Proof. Consider $A = \left\{ (s,0):s \in S \right\},B = \left\{ (s,1):s \in S \right\},S^{'} = A \cup B$ . We have $|A| = |B| = |S|$ by construction, so we have that $\left| S^{'} \right| = |S|$ as well. Thus, there exists a bijection $f:S \rightarrow S^{'}$ . This bijection is exactly the key to defining the desired partition: define $A^{'} = f^{- 1}(A),B^{'} = f^{- 1}(B)$ . Since $A,B$ are disjoint by construction, by properties of bijections we have that $A^{'},B^{'}$ are disjoint as well, and also by properties of bijections (see “Topology as an Algebraic Structure”) we have $A^{'} \cup B^{'} = f^{- 1}(A) \cup f^{- 1}(B) = f^{- 1}(A \cup B) = S$ . Thus, $\left( A^{'},B^{'} \right)$ is the desired partition. $\blacksquare$

I suspect that AC comes in with the construction of $f$ , which I suspect in general requires a choice function. (More generally, if $A,B$ are in bijection and possibly infinite, then I suspect in general a bijection $f:A \rightarrow B$ can only be defined via a choice function.) Thus, I suspect that this result is equivalent to the Axiom of Choice for general infinite sets $S$ . (Note that the result is immediate without AC if $S$ is a countable set — just pick out the even-indexed and odd-indexed elements.) Also, by induction we have that if $n \in \mathbb{Z}_{+}$ , then for any infinite set $S$ we can find a partition $\left( S_{i} \right)_{i = 1}^{n}$ of it such that the $S_{i}$ are all in bijection with each other. If the “halving infinite set” is equivalent to AC, then this would also be equivalent to AC. However, this general statement would be true if $S$ was a countable set regardless of AC.

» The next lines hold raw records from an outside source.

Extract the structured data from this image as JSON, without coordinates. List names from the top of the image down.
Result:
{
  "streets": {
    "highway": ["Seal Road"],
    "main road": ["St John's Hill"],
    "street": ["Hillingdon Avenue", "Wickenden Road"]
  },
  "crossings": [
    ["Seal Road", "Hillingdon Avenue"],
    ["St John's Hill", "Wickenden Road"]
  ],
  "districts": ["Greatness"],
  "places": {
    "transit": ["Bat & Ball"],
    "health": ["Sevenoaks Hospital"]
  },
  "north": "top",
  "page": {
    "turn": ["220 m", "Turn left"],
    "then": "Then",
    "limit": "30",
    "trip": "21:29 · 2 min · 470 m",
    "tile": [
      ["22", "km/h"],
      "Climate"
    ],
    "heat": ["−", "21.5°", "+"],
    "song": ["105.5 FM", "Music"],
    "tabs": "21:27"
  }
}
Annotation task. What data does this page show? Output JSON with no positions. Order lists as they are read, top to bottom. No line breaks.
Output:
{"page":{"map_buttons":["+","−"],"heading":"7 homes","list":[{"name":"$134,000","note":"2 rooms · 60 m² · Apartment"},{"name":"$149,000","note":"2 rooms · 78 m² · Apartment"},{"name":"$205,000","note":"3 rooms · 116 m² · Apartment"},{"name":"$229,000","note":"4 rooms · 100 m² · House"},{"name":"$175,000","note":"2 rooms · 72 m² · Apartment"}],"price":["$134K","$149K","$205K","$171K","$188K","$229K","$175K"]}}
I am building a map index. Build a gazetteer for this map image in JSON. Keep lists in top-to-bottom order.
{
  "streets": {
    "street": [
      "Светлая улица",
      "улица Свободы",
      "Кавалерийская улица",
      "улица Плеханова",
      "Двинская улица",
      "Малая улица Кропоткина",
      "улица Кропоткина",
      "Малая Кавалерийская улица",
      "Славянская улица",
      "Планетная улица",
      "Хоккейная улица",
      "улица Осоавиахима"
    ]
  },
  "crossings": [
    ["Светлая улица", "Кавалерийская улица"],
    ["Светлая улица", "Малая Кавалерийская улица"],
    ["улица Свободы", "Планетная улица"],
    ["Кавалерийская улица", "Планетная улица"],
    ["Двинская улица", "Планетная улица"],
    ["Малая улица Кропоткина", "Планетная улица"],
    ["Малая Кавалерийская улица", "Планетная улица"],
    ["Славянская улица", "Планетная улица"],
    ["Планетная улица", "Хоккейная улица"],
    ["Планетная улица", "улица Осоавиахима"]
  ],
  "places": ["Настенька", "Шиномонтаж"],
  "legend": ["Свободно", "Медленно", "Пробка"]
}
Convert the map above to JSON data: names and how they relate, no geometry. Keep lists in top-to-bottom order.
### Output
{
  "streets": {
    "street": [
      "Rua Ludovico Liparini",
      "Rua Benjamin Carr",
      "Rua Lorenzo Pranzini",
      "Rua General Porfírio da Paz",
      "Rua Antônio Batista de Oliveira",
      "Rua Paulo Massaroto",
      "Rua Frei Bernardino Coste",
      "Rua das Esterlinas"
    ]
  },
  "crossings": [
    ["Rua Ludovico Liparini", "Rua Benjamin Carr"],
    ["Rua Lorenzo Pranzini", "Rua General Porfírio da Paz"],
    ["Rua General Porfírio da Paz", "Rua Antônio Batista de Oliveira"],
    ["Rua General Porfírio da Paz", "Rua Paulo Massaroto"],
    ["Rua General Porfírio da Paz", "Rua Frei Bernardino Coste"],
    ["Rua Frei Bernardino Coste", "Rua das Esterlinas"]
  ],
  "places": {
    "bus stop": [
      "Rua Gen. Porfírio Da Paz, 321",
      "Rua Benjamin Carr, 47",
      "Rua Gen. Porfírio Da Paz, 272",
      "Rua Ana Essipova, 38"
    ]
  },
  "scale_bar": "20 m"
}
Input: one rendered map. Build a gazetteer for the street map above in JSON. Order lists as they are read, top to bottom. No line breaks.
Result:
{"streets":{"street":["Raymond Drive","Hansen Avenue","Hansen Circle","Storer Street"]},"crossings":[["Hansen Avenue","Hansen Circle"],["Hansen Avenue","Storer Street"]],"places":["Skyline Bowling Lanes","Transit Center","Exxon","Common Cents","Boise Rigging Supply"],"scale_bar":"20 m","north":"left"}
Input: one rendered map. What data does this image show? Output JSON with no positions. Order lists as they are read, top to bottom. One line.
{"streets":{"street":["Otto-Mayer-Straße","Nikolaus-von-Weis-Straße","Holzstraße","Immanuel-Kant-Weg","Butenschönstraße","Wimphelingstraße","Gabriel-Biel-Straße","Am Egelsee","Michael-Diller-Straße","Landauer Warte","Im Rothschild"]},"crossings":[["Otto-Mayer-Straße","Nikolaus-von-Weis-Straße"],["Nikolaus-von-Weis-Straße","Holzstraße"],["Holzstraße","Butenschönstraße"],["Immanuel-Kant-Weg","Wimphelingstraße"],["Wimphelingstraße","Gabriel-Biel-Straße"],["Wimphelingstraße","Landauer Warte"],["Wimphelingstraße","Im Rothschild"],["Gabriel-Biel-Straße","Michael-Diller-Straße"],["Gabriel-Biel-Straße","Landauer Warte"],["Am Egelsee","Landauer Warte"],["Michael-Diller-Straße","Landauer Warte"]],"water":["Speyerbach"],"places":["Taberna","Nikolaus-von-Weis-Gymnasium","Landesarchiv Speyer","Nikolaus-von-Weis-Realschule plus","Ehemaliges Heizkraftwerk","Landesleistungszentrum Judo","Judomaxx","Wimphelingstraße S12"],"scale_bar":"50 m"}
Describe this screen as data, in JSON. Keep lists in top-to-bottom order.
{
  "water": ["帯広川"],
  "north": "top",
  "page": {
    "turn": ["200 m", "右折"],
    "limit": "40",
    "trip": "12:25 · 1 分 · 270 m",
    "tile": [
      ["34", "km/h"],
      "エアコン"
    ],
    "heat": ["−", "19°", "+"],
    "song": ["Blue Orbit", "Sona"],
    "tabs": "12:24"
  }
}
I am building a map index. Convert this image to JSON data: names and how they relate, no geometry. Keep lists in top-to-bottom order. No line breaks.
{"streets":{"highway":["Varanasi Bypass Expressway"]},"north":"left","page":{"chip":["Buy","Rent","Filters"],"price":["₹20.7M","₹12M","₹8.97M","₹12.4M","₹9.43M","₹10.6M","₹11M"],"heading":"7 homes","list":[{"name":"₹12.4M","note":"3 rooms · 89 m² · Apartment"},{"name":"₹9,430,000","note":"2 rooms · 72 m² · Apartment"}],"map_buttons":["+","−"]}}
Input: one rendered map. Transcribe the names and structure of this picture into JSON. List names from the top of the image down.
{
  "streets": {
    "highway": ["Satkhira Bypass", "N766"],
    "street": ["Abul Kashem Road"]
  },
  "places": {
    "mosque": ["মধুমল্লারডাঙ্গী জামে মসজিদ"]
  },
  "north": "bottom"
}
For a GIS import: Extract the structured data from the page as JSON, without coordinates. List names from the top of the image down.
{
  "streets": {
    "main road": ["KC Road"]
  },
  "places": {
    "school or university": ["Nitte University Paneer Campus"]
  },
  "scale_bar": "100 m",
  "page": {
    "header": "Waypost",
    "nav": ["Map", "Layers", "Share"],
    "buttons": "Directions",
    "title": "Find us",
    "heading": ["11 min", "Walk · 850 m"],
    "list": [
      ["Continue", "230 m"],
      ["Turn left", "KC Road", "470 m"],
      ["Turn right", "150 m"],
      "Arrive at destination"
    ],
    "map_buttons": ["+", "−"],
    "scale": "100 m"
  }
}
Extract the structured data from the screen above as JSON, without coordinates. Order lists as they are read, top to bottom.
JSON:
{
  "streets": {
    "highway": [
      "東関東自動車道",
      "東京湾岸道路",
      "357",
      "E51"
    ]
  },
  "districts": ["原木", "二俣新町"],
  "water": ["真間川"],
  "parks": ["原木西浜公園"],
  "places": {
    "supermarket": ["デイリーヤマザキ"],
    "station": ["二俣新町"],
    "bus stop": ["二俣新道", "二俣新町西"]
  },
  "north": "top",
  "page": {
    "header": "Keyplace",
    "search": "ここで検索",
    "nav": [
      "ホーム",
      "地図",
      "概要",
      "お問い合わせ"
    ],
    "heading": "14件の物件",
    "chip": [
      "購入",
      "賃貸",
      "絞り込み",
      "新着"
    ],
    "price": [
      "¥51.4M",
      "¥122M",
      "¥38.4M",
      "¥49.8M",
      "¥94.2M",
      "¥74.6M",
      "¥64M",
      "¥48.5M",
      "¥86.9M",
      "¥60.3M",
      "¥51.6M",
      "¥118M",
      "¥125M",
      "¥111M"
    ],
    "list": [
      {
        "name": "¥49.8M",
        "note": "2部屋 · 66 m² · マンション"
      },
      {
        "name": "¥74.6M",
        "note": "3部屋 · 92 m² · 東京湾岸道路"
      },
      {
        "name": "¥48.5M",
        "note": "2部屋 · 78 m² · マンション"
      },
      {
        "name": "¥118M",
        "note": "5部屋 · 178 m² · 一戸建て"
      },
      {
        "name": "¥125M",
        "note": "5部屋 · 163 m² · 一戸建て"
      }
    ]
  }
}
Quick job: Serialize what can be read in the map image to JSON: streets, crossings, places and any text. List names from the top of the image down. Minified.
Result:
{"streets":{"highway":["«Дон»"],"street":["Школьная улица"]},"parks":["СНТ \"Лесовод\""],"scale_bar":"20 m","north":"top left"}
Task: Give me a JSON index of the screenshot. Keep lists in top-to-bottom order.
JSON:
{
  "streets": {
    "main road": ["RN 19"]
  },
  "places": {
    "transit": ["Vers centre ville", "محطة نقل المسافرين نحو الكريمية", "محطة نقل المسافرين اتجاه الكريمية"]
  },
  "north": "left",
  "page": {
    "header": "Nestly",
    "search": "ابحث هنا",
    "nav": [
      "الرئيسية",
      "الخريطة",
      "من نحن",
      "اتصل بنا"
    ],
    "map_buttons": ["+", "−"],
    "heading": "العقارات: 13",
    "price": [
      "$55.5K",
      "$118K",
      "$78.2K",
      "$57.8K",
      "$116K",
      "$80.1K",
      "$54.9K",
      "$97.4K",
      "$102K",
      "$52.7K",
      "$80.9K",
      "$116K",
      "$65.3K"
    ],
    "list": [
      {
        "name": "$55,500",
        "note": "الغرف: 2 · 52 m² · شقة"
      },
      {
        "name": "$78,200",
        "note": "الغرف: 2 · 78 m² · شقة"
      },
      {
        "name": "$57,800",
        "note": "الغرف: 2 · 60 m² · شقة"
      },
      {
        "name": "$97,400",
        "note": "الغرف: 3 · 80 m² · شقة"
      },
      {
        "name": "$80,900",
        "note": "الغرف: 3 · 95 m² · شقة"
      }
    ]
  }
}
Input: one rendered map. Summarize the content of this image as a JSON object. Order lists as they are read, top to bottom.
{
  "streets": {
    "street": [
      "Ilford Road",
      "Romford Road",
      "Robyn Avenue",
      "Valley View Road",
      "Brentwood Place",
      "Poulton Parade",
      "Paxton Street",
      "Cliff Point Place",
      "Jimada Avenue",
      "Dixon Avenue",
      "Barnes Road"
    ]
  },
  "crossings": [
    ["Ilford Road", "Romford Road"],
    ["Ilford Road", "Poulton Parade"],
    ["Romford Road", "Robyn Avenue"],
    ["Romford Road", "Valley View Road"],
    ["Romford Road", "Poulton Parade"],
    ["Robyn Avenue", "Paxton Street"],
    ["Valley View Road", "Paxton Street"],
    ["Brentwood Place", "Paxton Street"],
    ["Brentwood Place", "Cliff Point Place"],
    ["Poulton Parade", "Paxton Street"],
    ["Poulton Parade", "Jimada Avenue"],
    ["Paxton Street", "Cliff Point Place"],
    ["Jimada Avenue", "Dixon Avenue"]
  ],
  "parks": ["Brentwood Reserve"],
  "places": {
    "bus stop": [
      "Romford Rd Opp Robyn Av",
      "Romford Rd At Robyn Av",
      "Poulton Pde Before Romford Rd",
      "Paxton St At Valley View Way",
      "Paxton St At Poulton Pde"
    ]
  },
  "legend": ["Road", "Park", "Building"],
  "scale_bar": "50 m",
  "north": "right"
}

Let’s try to show that the halve infinite set result implies AC. Say we have an indexed family of nonempty sets $S = \left\{ S_{i} \right\}_{i \in I}$ . We want to assume the result and construct a choice function $f:I \rightarrow \cup S$ .

Let $i \in I$ . If $S_{i}$ is a finite set, then $S_{i}$ is in bijection with $S_{n}$ for some $n \in \mathbb{Z}_{+}$ . Let $f(i)$ be the image of 1 under this bijection (the first element in the finite set ordering.) (I don’t think constructing this bijection for finite sets requires the Axiom of Choice.)

Otherwise, $S_{i}$ is an infinite set. Then, there exists a partition $(A,B)$ of $S_{i}$ such that we can find a bijection $g:A \rightarrow B$ . We want to use $g$ to somehow “pick” an element of $S_{i}$ that we then select as the image of our choice function $f$ .

It remains to continue this.

Started June 9, 2022; revisited January 2023.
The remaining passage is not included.